I've read the ALBERT paper extensively[0] and agree with what you mean. We can't boil down years of research efforts with just 4 bullet points.
The intention in the above blog post isn't to suggest that we discard detailed research papers. It's just thinking about additional mediums we can use to make papers more accessible(a good example is distill.pub and paperswithcode). As mentioned in other threads below, PDF can be a limiting medium.
I seem to find myself in the minority, but I don't think distill.pub is a particularly ideal model for publicizing research.
distill.pub heavily favors fancy and interactive visualization over actually meaningful research content. This is not to say that the research publicized on distill.pub is not meaningful, but that it is biased to research that can have fancy visualizations. So you end up seeing a lot of tweakable plots, image-augmentations, and attention weights visualizations. It is also further biased towards research groups that have the resources to create a range of D3 plots with sliders, carved out of actual research time.
For instance, I don't think BERT could ever make it into a distill.pub post. Despite completely upending the NLP field over the last 2 years, it has no fancy plots, multi-headed self-attention is too messy to visualize, and its setup is dead simple. You could maybe have one gif explaining how masked language modeling works. The best presentation of the significance of BERT is "here is a table of results showing BERT handily beating every other hand-tweaked implementation for every non-generation NLP task we could find with a dead-simple fine-tuning regime, and all it had was masked language modeling."

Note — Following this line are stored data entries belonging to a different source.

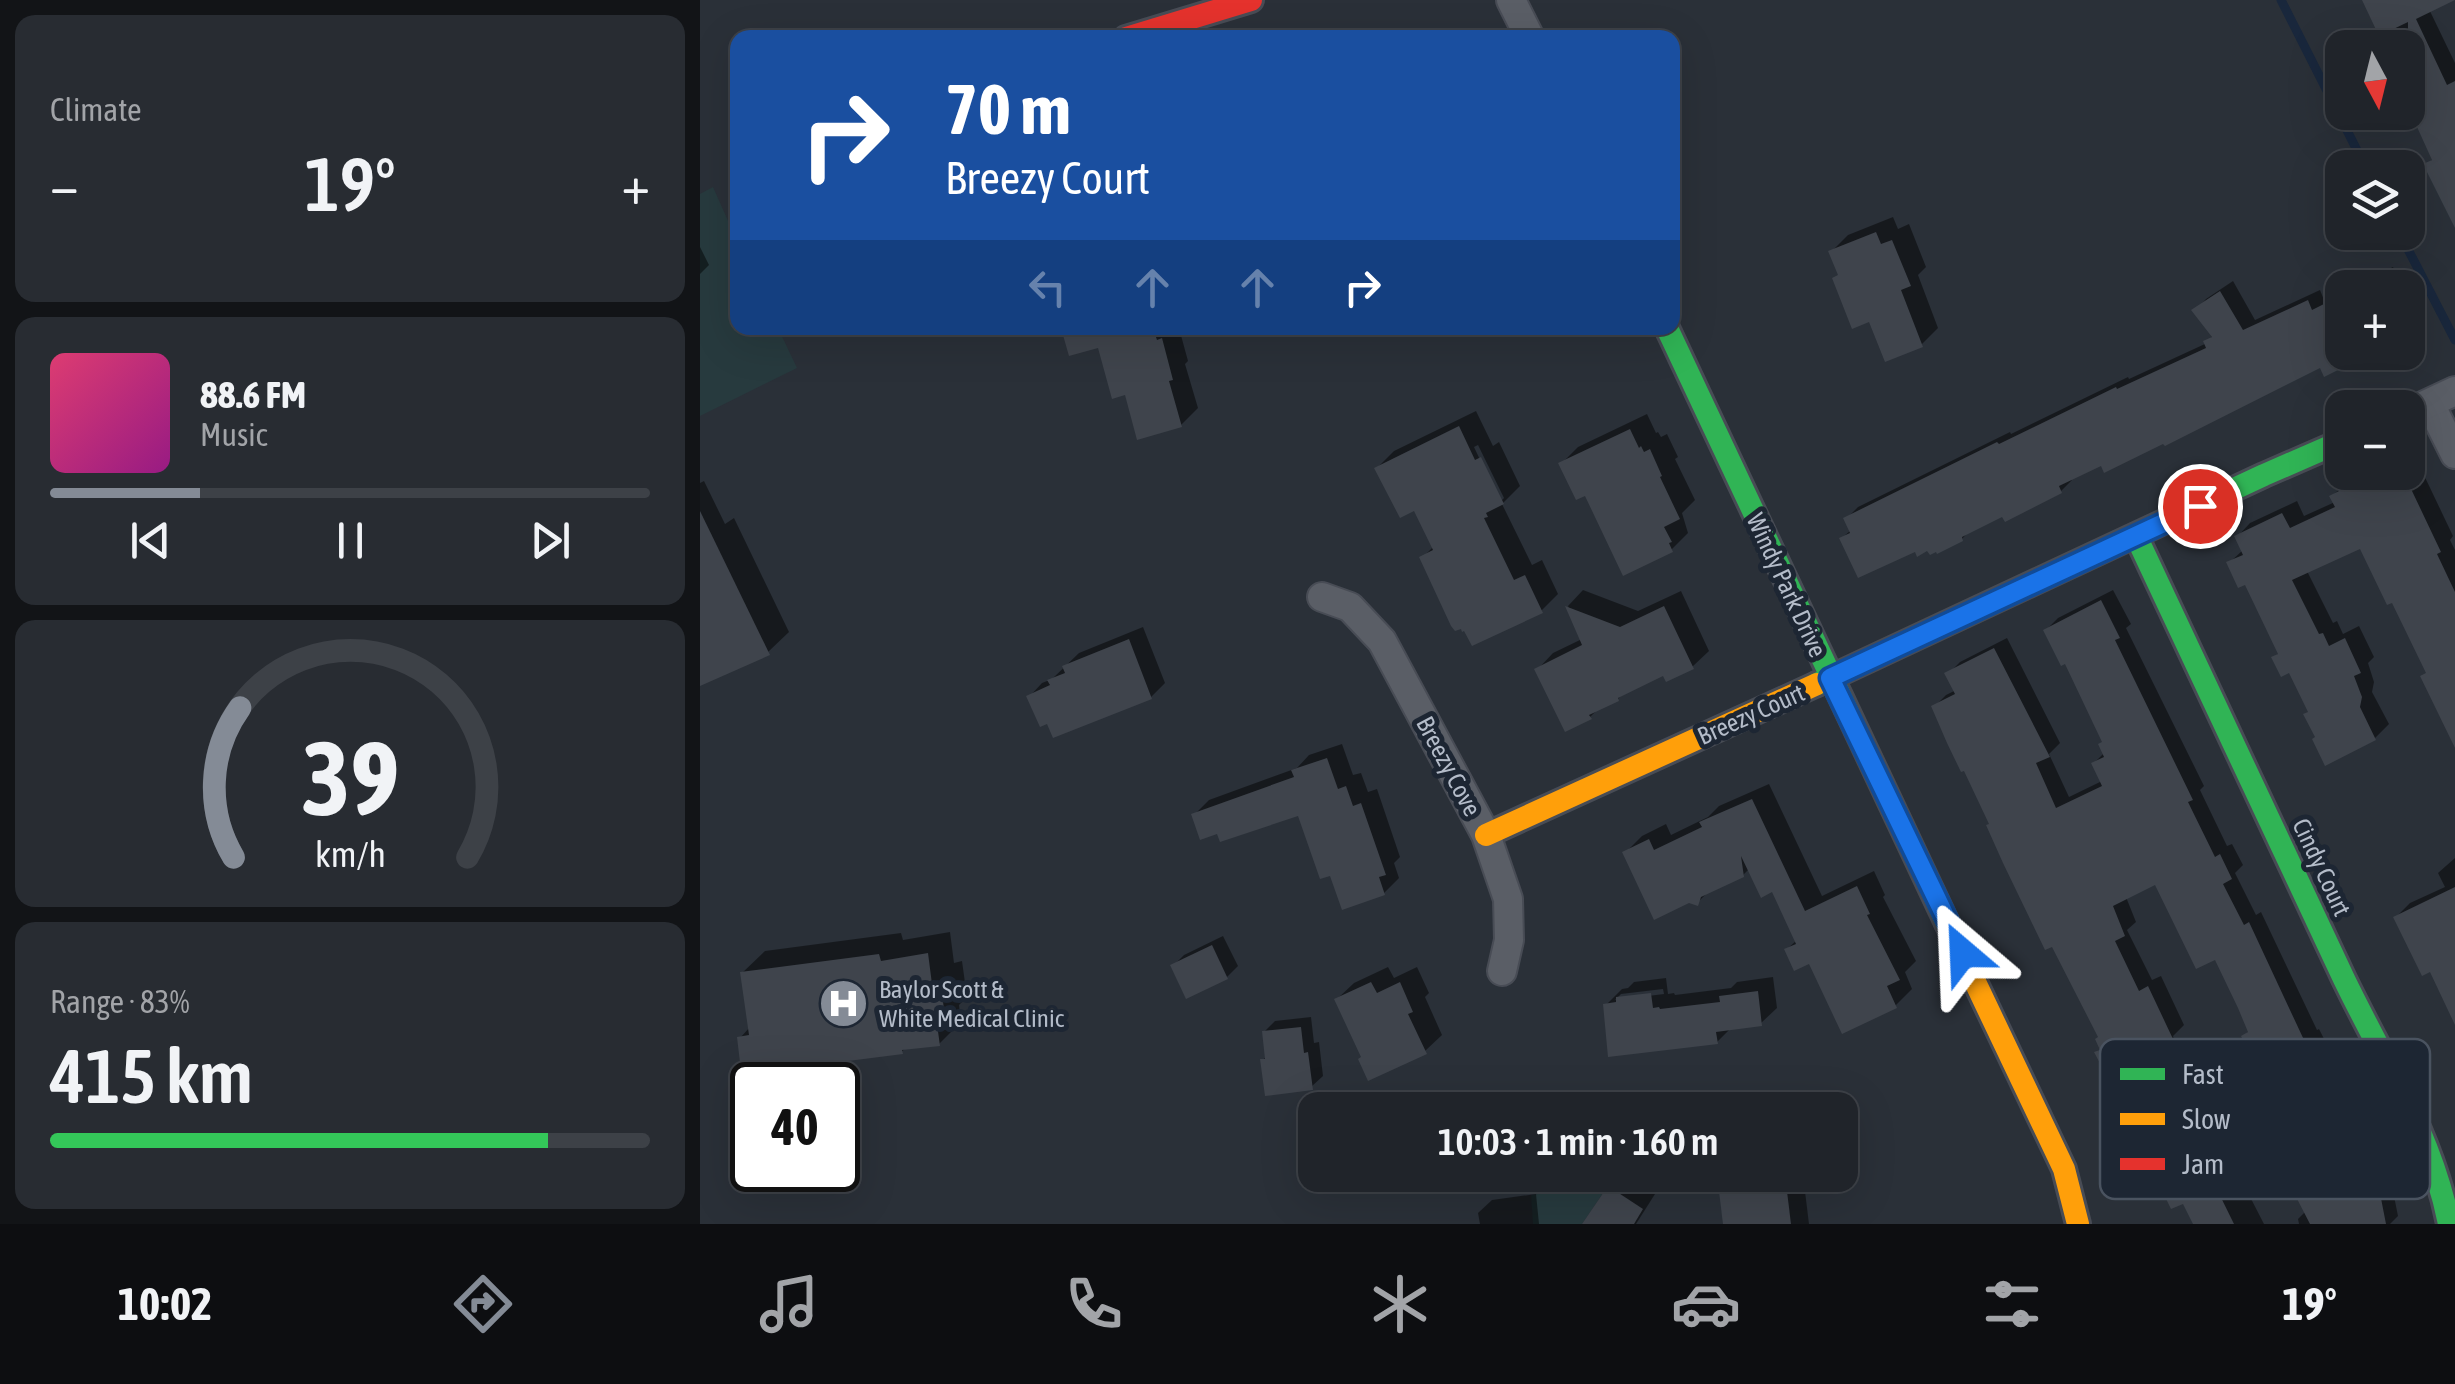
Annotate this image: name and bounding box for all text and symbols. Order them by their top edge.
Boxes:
north arrow [2325,30,2425,130]
map controls [2325,30,2425,490]
text: 70 m [945,69,1071,149]
icon: right [780,70,910,200]
text: Climate [50,91,142,128]
text: 19° [304,141,396,227]
button: layers [2325,150,2425,250]
text: Breezy Court [945,152,1150,204]
text: − [50,153,79,216]
text: + [621,153,650,216]
icon: left [1020,260,1075,315]
icon: ahead [1125,260,1180,315]
icon: ahead [1230,260,1285,315]
icon: right [1335,260,1390,315]
button: + [2325,270,2425,370]
text: 88.6 FM [200,373,306,416]
button: − [2325,390,2425,490]
text: Music [200,416,267,453]
pin [2158,464,2243,549]
icon: arrive [2173,479,2228,534]
street label: Windy Park Drive [1741,509,1833,661]
icon: previous [123,513,178,568]
icon: pause [323,513,378,568]
icon: next [523,513,578,568]
street label: Breezy Court [1693,678,1809,750]
street label: Breezy Cove [1411,711,1487,821]
text: 39 [301,718,399,837]
street label: Cindy Court [2287,814,2357,920]
text: km/h [315,834,385,875]
position arrow [1911,901,2015,1005]
place label: Baylor Scott & White Medical Clinic [879,975,1065,1032]
hospital icon: Baylor Scott & White Medical Clinic [818,977,870,1029]
text: Range · 83% [50,983,190,1020]
text: 415 km [50,1033,253,1119]
legend [2100,1039,2430,1199]
text: Fast [2182,1058,2224,1090]
speed limit sign: 40 [730,1062,860,1192]
text: Slow [2182,1103,2231,1135]
text: 10:03 · 1 min · 160 m [1438,1120,1718,1163]
text: Jam [2182,1148,2224,1180]
icon: directions [448,1269,518,1339]
icon: music [754,1269,824,1339]
icon: phone [1059,1269,1129,1339]
icon: climate [1365,1269,1435,1339]
icon: car [1671,1269,1741,1339]
icon: filters [1977,1269,2047,1339]
text: 10:02 [118,1278,212,1330]
text: 19° [2282,1278,2337,1330]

To give another exmaple: I think it's one of the reasons why a lot of junior researchers spend time trying to extract structure from attention and self-attention mechanisms. As someone who's spent some time looking into this topic, you'll find a ton of one-off analysis papers, and next to no insights that actually inform the field (other than super-trivial observations like "tokens tend to attend to themselves and adjacent tokens).

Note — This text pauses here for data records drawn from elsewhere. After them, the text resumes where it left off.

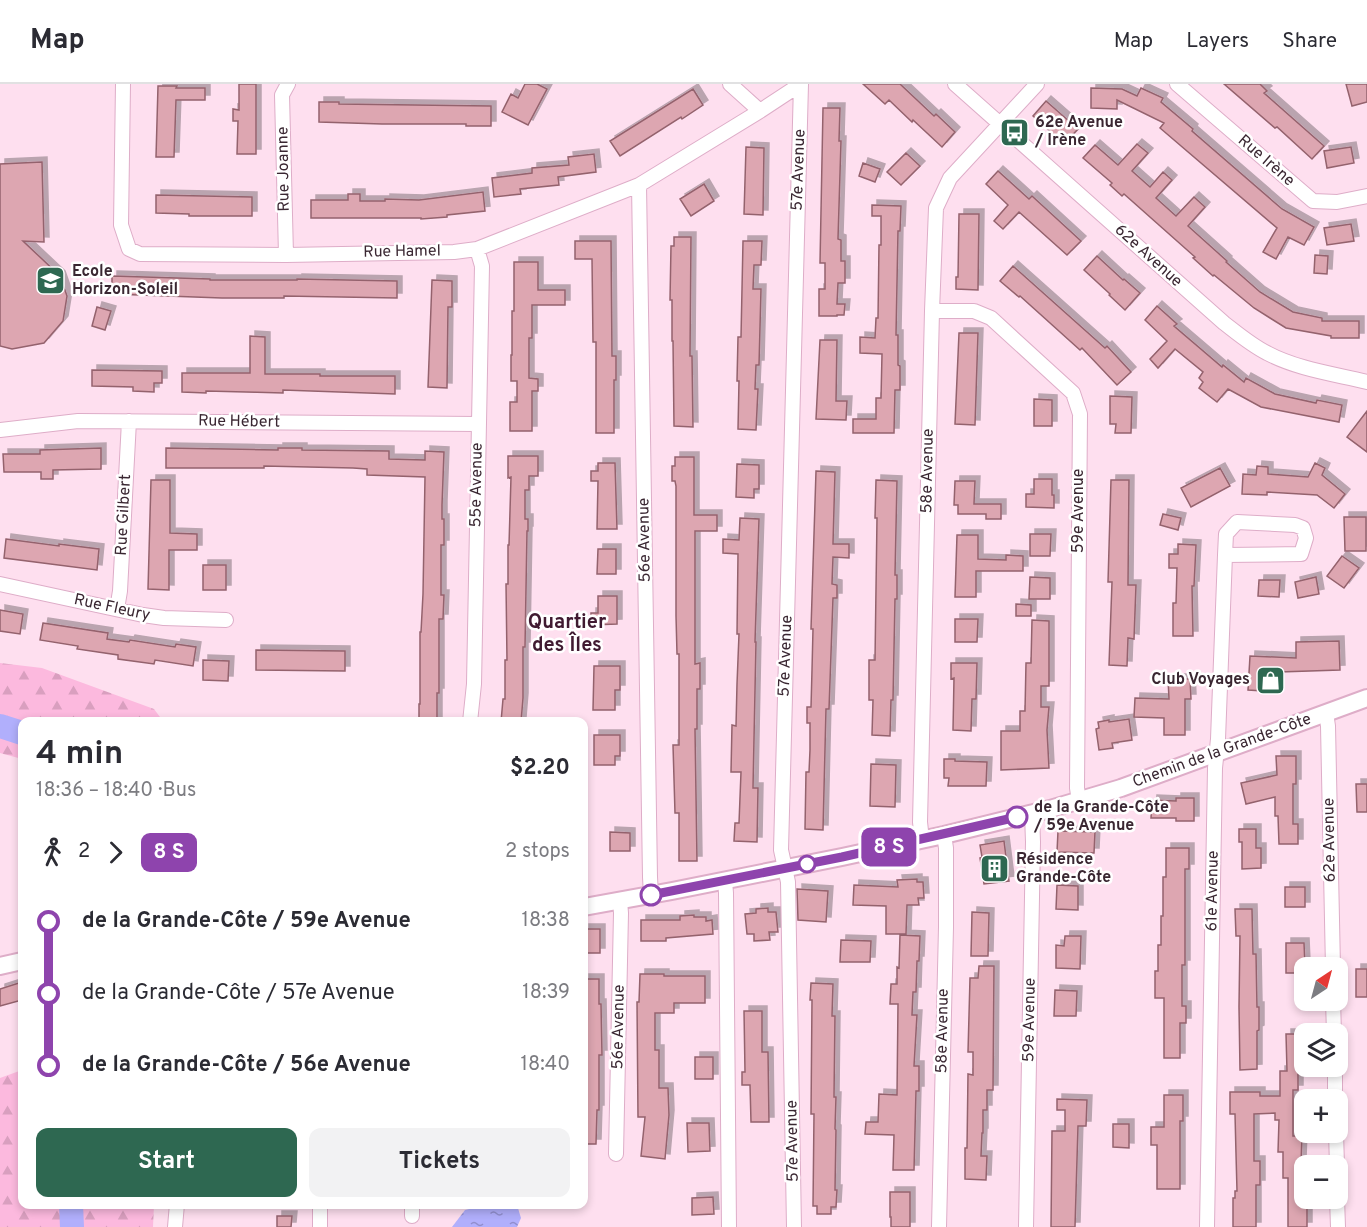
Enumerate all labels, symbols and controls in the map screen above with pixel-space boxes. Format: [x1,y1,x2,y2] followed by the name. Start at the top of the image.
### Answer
[30,23,85,59] text: Map
[1114,28,1153,55] text: Map
[1186,28,1249,55] text: Layers
[1282,28,1337,55] text: Share
[1034,113,1123,151] place label: 62e Avenue / Irène
[998,116,1030,148] bus stop icon: 62e Avenue / Irène
[273,126,295,212] street label: Rue Joanne
[788,129,810,211] street label: 57e Avenue
[1233,131,1299,191] street label: Rue Irène
[1110,220,1186,292] street label: 62e Avenue
[363,241,441,263] street label: Rue Hamel
[72,262,178,300] place label: Ecole Horizon-Soleil
[35,265,67,297] school or university icon: Ecole Horizon-Soleil
[198,411,280,433] street label: Rue Hébert
[917,428,939,514] street label: 58e Avenue
[466,442,488,528] street label: 55e Avenue
[1069,469,1089,553] street label: 59e Avenue
[112,474,136,556] street label: Rue Gilbert
[634,497,656,583] street label: 56e Avenue
[72,590,152,626] street label: Rue Fleury
[528,610,607,659] district label: Quartier des Îles
[775,615,797,697] street label: 57e Avenue
[1255,664,1287,696] shop icon: Club Voyages
[1151,670,1250,690] place label: Club Voyages
[1130,709,1314,793] street label: Chemin de la Grande-Côte
[36,734,123,776] text: 4 min
[510,755,570,782] text: $2.20
[36,778,196,804] text: 18:36 – 18:40 · Bus
[1033,798,1169,836] place label: de la Grande-Côte / 59e Avenue
[1319,798,1341,882] street label: 62e Avenue
[1006,806,1028,828] marker: de la Grande-Côte / 59e Avenue
[854,828,924,867] line badge: 8 S
[873,834,905,861] text: 8 S
[36,836,69,869] icon: walk
[99,836,132,869] icon: forward
[78,839,90,865] text: 2
[153,839,185,866] text: 8 S
[505,839,570,865] text: 2 stops
[1016,850,1111,888] place label: Résidence Grande-Côte
[1202,850,1224,932] street label: 61e Avenue
[979,853,1011,885] building icon: Résidence Grande-Côte
[798,855,816,873] unlabelled marker
[640,884,662,906] unlabelled marker
[82,908,411,935] text: de la Grande-Côte / 59e Avenue
[522,908,570,934] text: 18:38
[1294,957,1348,1011] north arrow
[1294,957,1348,1209] map controls
[1019,978,1041,1062] street label: 59e Avenue
[82,980,395,1007] text: de la Grande-Côte / 57e Avenue
[522,980,570,1006] text: 18:39
[608,984,630,1070] street label: 56e Avenue
[932,988,954,1074] street label: 58e Avenue
[1294,1023,1348,1077] button: layers
[82,1052,411,1079] text: de la Grande-Côte / 56e Avenue
[521,1052,570,1078] text: 18:40
[1294,1089,1348,1143] button: +
[782,1100,804,1182] street label: 57e Avenue
[36,1128,297,1197] button: Start
[309,1128,570,1197] button: Tickets
[1294,1155,1348,1209] button: −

Oh for sure. PDF is tough for so many reasons. Remember that article about the apple programmer trying to implement the "fit text to screen width" thing for PDF a couple months back? PDF is sooooooooo challenging as a medium. Even something that reads and looks identical, but is different under the hood could be big improvement, apparently (I don't actually know how PDF works under the hood other than hearsay of "it's difficult"). In the spirit of chesterson's fence, maybe not though.

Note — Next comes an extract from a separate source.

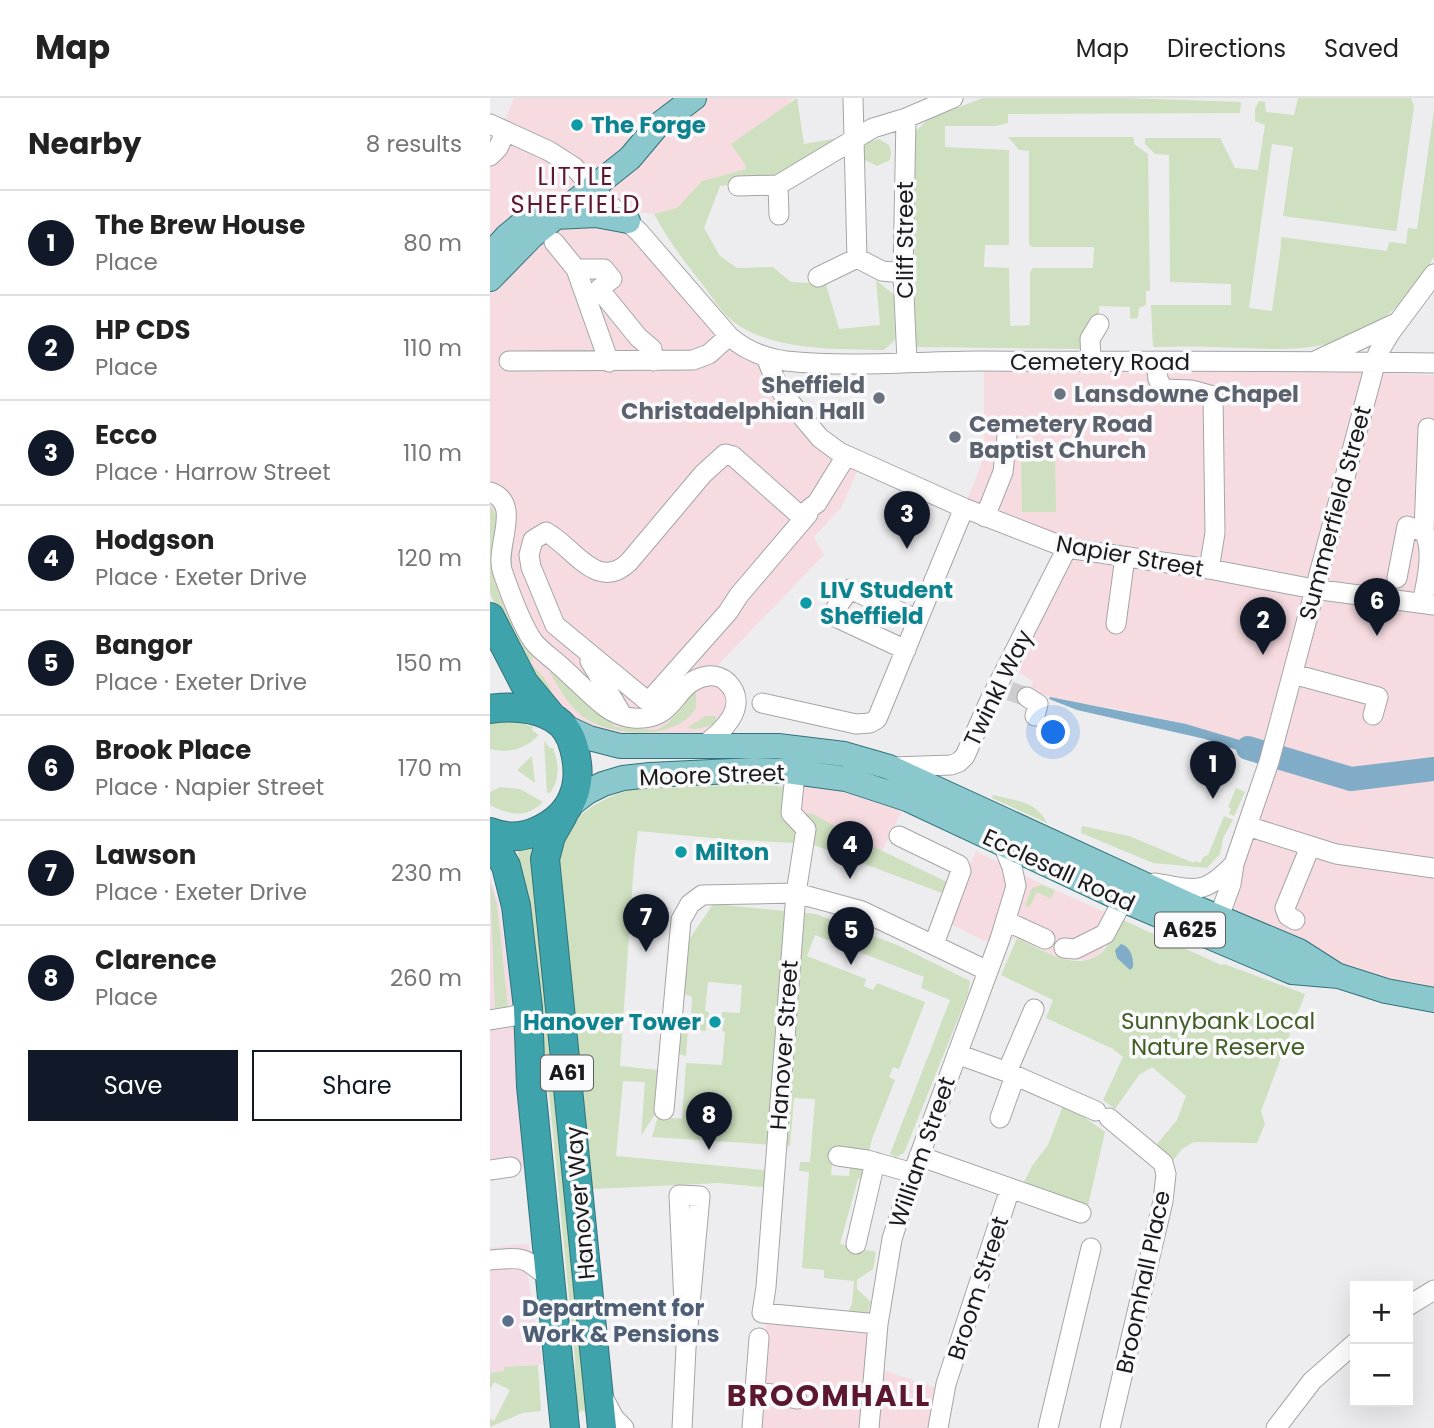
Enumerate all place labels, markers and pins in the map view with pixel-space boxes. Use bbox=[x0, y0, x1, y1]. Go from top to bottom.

I totally agree that additional media could be good. I got caught up on the "most papers could be compressed to < 50 lines" line and misunderstood the premise you were presenting.
'term of art' means that there's a specific meaning inside a particular sphere of discussion for this term (which has normal sense elsewhere).
To accuse a research group of shingling means that you think that that group releases a lot of papers one after the other which have a lot of overlap between them and back-cite each other-- and that this is done to artificially boost publication count and citation count to make the group look prominent.
Started it to scratch my own itch. I'm a visual learner and learn the best when the maths is explained along with visualization and intuition. So, started this blog to share explanations of latest ML research using diagrams/code/analogies and linking them to associated math.
Yeah, since BERT has been trained specifically on this task of replacing random masked words, the resulting augmented sentence should sound natural compared to something like Word2Vec.
Interesting, thank you for sharing that. It reminds me of this approach called "PIRL" by Facebook AI. They framed the problem to learn invariant representations. You might find it interesting.
Agree with you on this. For text data, there was a paper called "UDA"(https://arxiv.org/abs/1904.12848) that did some work on this direction.
They augmented text by using backtranslation. Basic idea is you take text in English, translate that to some other language say French and then translate back the French text to English. Usually, you get back an English sentence that is different that the original English sentence but has the same meaning.
Another approach they use to augment is to randomly replace stopword/low tf-idf(intuitively say very frequent words like a, an, the) with random words.
You will find implementation of UDA on GitHub and try that out.
I am learning these existing image semi-supervised technique right now and the plan is to do research on how we can transfer those ideas to text data. Let's see how it goes.
Wanted to clarify that this is the summary article of the paper. I wrote it to help out people who might not have the math rigor and research background to understand research papers but would benefit from an intuitive explanation.
I would argue that folks like you translating the heavy science into comprehensible ideas to those less deep into the field are doing just as much to advance science as the authors of these papers.
Seriously, this is fantastic work and I cannot compliment you enough on it.
The novelty is in applying 2 perturbations to available unlabeled images and use them as part of training. This is different than what you are describing about applying augmentations to labeled images to increase data size.
My immediate question was "how do you use unlabeled images for training?" But then I decided to read the paper :) The answer is:
Two different perturbations to the same image should have the same predicted label by the model, even if it doesn't know what the correct label is. That information can be used in the training.
What if the model's prediction is wrong with high confidence? What if the cat is labeled as a dog for both perturbations? Then wouldn't the system train against the wrong label?
Nope,because of the way it works. So in the beginning when the model is being trained on the labeled data, it will make many mistakes. So it's confidence for either cat or dog will be low. Hence, in that case unlabeled data are not used at all.
As training progresses, the model will become better at labeled data. And so it can start predicting with high confidence on unlabeled images that are trivial/similar-looking/same distribution with labeled data. So, gradually unlabeled images get started being used as part of training. As training progresses, more and more unlabeled data are added.
The mathematics of the combined loss function and curriculum learning part talks about this.
The intention in the above blog post isn't to suggest that we discard detailed research papers. It's just thinking about additional mediums we can use to make papers more accessible(a good example is distill.pub and paperswithcode). As mentioned in other threads below, PDF can be a limiting medium.
[0] https://amitness.com/2020/02/albert-visual-summary/